(Saved data entries)
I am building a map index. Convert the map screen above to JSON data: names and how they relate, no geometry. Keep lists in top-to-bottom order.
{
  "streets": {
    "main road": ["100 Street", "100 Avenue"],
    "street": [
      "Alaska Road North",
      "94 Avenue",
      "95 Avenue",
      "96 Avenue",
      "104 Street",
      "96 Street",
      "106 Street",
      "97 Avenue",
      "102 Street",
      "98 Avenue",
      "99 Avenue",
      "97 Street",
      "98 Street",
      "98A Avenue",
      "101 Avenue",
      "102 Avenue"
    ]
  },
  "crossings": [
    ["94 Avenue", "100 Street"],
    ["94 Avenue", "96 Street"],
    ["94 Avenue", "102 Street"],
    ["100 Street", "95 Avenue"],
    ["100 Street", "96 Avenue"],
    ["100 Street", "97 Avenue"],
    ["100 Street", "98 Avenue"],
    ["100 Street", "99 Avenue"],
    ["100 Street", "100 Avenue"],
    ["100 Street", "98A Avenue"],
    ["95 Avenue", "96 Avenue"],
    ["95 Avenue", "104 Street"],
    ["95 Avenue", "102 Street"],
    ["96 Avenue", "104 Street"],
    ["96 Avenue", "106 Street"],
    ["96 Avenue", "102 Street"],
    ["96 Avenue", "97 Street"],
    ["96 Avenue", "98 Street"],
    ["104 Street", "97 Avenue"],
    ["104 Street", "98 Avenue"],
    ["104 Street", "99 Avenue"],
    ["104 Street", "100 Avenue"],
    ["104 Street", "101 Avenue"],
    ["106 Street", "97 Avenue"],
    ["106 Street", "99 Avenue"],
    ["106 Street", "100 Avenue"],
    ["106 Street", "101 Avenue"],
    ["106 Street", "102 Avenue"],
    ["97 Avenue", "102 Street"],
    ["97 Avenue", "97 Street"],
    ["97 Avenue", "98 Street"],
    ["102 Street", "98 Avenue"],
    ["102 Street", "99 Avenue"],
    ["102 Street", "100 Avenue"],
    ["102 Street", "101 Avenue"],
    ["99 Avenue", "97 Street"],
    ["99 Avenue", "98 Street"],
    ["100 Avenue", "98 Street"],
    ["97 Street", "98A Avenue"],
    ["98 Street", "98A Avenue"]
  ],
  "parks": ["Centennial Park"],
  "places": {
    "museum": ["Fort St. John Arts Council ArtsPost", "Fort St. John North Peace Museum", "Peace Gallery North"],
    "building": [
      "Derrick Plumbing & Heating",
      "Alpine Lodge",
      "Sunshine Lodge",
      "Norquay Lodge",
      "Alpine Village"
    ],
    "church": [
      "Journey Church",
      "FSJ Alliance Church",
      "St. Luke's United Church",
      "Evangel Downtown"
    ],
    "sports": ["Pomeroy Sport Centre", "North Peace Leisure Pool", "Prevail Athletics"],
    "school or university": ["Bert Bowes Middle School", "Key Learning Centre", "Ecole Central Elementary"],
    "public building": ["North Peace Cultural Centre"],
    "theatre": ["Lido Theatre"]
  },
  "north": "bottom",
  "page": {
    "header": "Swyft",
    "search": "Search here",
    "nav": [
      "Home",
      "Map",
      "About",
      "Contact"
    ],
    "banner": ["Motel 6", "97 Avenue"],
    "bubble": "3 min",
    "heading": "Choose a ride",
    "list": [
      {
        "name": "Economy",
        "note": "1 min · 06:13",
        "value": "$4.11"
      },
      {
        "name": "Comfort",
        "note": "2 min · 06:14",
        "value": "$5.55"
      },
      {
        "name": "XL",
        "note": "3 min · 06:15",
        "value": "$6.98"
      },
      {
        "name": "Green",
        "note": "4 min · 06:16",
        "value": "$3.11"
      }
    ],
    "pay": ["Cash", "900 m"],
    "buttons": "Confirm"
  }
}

*DIRECTIONS FOR THIS TASK*: Your answer should be a single number: how many lines in the preceding entries contain "Lodge".

*ANSWER SPACE*: 3